1927 (en haut). Rose (Millicent Simmonds) veut rencontrer son idole à New York. Myles Aronowitz
À cinquante ans de distance, deux enfants, Rose et Ben, sourds l’un et l’autre, fuient vers New York pour comprendre d’où ils viennent. Leurs histoires vont se rejoindre au terme d’une fresque somptueuse et bouleversante, d’après le beau roman graphique de Brian Selznick.
Le Musée des merveilles ***
de Todd Haynes
Film américain, 1 h 57
Savons-nous vraiment d’où nous venons ? La connaissance de nos origines est-elle à notre portée ? Peut-on échapper à son obscure généalogie ? À cinquante ans de distance, en 1927 et en 1977, Rose, sourde de naissance, et Ben, qui l’est devenu, frappé par la foudre un soir d’orage, cherchent à comprendre le mystère qui entoure leur vie, à percer leur secret de famille.
1927, New Jersey. Rose, 12 ans, vit dans une vaste maison avec un père autoritaire et distant. Spectatrice assidue des films muets, attirée par une actrice qui rayonne dans les mélodrames, elle archive tous les articles de presse qui parlent d’elle. Une double malédiction s’abat sur elle. L’arrivée du cinéma parlant et la volonté de son père de la confiner dans un pensionnat. Rose (la si expressive Millicent Simmonds, elle-même sourde, au visage d’égarée lucide) s’enfuit de chez elle pour gagner New York et tenter de retrouver l’icône en celluloïd dont les journaux lui ont appris qu’elle allait se produire au théâtre.
1977, Minnesota.

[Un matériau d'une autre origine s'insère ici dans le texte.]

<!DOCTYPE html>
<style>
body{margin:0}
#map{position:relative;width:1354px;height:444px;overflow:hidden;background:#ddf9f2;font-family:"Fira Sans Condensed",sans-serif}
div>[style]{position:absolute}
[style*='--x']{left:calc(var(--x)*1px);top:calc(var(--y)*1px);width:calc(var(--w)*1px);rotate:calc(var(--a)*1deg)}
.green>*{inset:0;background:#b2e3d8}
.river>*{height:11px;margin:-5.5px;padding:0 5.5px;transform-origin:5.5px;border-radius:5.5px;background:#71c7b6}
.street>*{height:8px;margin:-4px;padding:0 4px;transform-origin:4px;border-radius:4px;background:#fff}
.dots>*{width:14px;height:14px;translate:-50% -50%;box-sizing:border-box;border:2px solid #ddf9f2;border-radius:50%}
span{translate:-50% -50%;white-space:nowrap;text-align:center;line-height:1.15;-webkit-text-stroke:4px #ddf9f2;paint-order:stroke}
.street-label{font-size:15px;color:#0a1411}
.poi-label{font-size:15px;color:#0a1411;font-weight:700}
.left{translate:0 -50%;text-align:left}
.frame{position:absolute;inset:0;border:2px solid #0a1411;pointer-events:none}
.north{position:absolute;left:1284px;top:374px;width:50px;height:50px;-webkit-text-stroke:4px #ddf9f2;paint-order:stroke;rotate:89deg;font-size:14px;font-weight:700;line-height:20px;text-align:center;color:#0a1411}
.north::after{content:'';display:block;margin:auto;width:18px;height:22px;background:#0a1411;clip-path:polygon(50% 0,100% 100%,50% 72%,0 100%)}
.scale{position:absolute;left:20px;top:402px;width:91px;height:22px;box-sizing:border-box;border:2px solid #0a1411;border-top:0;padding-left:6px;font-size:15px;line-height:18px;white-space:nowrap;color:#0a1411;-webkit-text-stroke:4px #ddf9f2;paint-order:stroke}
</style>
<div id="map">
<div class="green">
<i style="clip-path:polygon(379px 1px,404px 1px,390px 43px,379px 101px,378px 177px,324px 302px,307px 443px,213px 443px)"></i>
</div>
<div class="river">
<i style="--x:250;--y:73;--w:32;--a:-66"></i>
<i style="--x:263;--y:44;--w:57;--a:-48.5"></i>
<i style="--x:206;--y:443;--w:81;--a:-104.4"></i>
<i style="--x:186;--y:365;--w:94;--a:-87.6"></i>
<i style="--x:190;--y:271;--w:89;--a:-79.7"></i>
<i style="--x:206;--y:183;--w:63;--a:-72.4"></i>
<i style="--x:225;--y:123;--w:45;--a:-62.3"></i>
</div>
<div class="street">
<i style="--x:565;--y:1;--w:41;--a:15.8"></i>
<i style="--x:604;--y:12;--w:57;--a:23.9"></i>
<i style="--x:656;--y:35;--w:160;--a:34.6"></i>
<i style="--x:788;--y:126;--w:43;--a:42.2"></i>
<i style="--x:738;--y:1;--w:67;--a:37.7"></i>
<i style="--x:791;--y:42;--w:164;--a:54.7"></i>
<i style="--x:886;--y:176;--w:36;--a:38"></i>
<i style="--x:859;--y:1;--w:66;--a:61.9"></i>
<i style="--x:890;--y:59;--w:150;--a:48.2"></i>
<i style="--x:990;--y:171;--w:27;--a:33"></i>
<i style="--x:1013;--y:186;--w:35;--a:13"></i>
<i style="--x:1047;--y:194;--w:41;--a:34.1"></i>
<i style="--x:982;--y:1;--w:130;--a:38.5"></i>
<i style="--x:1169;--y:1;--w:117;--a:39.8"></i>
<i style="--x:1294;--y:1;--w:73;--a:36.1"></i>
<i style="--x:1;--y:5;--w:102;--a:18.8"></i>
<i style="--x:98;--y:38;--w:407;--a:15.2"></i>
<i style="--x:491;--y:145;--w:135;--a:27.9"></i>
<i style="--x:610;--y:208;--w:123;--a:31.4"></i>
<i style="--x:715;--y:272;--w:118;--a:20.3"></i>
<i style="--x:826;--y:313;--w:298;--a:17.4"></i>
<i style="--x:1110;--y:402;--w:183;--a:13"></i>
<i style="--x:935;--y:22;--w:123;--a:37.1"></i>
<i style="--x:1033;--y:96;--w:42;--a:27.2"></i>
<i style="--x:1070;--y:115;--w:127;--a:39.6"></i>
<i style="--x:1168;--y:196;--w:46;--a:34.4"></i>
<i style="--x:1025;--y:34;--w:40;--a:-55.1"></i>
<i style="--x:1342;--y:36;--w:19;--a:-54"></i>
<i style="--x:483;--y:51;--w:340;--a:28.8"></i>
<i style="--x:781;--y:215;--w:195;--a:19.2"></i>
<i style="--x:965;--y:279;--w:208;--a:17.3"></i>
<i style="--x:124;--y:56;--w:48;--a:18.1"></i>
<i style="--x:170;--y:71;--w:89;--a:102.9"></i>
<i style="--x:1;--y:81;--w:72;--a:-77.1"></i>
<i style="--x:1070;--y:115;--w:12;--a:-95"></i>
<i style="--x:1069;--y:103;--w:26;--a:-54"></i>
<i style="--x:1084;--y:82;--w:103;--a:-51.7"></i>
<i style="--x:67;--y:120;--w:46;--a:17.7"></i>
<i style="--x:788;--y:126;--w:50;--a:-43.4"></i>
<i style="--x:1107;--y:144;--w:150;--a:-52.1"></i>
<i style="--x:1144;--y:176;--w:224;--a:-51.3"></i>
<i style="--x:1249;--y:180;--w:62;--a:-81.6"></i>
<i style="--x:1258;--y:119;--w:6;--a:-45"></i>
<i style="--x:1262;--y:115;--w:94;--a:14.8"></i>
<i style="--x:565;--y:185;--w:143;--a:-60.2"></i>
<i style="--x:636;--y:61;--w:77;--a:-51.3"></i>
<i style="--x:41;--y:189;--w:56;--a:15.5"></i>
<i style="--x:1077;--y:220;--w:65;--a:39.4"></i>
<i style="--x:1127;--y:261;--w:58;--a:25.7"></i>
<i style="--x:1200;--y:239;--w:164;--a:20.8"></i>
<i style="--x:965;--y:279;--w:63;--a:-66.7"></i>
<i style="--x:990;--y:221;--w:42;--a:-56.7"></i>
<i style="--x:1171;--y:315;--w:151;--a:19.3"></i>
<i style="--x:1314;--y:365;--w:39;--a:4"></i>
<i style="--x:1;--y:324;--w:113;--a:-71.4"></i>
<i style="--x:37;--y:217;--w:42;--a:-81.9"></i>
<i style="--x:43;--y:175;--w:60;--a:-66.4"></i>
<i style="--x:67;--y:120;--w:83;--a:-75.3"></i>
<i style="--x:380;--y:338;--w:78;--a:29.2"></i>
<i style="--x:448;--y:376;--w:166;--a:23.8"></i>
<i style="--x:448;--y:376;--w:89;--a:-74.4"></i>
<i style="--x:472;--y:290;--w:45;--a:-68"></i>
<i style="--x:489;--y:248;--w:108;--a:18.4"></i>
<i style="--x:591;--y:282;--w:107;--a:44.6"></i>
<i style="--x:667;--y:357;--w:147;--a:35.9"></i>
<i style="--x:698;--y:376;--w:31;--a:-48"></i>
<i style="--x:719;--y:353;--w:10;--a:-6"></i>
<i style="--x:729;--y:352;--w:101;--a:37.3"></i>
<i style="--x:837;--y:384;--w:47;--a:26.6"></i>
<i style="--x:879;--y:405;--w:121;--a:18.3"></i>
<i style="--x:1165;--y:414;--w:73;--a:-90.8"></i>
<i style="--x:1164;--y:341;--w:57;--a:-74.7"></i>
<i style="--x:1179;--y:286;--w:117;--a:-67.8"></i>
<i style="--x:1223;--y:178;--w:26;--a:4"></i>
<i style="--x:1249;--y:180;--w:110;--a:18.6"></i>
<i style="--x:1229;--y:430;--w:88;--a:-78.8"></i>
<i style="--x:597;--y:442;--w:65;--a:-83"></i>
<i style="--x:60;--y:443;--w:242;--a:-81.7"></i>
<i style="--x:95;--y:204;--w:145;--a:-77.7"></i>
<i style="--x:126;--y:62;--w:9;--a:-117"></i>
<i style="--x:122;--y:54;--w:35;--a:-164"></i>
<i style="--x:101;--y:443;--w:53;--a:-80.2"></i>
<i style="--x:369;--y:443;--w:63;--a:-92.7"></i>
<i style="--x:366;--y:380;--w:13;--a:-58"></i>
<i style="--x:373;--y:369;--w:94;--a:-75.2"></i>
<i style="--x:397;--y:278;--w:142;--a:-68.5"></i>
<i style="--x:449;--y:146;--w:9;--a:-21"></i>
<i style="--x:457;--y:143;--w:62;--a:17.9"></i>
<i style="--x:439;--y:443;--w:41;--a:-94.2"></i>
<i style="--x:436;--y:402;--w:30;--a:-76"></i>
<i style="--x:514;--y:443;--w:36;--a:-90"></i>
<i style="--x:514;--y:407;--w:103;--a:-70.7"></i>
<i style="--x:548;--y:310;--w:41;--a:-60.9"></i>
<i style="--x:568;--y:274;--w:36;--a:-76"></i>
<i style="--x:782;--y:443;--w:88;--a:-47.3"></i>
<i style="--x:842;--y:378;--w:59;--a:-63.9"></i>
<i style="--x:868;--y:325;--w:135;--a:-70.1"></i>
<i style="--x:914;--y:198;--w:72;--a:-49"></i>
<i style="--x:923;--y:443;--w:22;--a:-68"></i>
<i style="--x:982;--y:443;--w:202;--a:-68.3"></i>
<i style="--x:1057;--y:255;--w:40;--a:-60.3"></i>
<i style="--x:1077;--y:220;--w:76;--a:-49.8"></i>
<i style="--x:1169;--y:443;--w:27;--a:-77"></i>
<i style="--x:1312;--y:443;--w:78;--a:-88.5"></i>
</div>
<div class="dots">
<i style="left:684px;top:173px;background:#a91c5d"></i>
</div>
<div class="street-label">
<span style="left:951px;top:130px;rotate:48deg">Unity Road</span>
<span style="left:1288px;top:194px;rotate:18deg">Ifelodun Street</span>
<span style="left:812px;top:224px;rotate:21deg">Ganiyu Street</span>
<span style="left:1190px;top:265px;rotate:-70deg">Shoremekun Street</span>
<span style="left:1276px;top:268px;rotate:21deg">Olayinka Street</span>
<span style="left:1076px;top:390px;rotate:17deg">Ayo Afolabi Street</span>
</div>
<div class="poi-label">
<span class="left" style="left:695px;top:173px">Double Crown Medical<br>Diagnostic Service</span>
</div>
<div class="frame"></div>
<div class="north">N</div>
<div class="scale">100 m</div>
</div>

Ben, 14 ans, qui vient de perdre sa mère, n’a jamais réussi à savoir par elle qui était son père. Une énigme plane sur la rencontre de ses parents disparus. Son géniteur évaporé a laissé une phrase mystérieuse : « Nous sommes tous dans le caniveau mais certains d’entre nous regardent les étoiles ». L’adresse d’une librairie trouvée dans la page de garde d’un livre, accompagnée d’un mot doux et d’un prénom inconnu, le pousse à fuguer, lui aussi, vers New York pour tenter de retrouver des traces enfouies.
Quand Rose débarque, enfermée dans sa surdité, elle se sent écrasée par ce décor d’immeubles majestueux, dans cette ville suractive surplombée entre l’héritage victorien et les premiers gratte-ciel. Un demi-siècle plus tard, Ben (Oakes Fegley) découvre, choc visuel affolant, un New York psychédélique, bariolé, métissé, bourré d’énergie mais aussi déglingué. Tous les deux errent en quête de réponses insaisissables. Leurs destins parallèles vont se rejoindre au terme d’une fresque somptueuse, inspirée par le superbe roman graphique de Brian Selznick, adapté et scénarisé par lui-même (lire les repères).
Todd Haynes (The Hours, ­Carol) distille, en reprenant le style des films muets, l’histoire de Rose en noir et blanc, plongée dans le silence, et celle de Ben en couleurs avec la bande-son des effervescentes années 1970. Le cinéaste entraîne ses personnages dans les coulisses d’un théâtre du New York des années 1920, dans le dédale du Musée d’histoire naturelle en 1927 et 1977, et à l’intérieur du spectaculaire Queens Museum qui abrite une maquette géante du panorama de New York, clou de l’Exposition universelle de 1964. Cette intrigue magnifique culmine lors d’une poignante scène de révélation, d’une bouleversante sobriété, soudain illuminée par l’actrice Julianne Moore qui fait le lien entre les deux époques et les deux personnages.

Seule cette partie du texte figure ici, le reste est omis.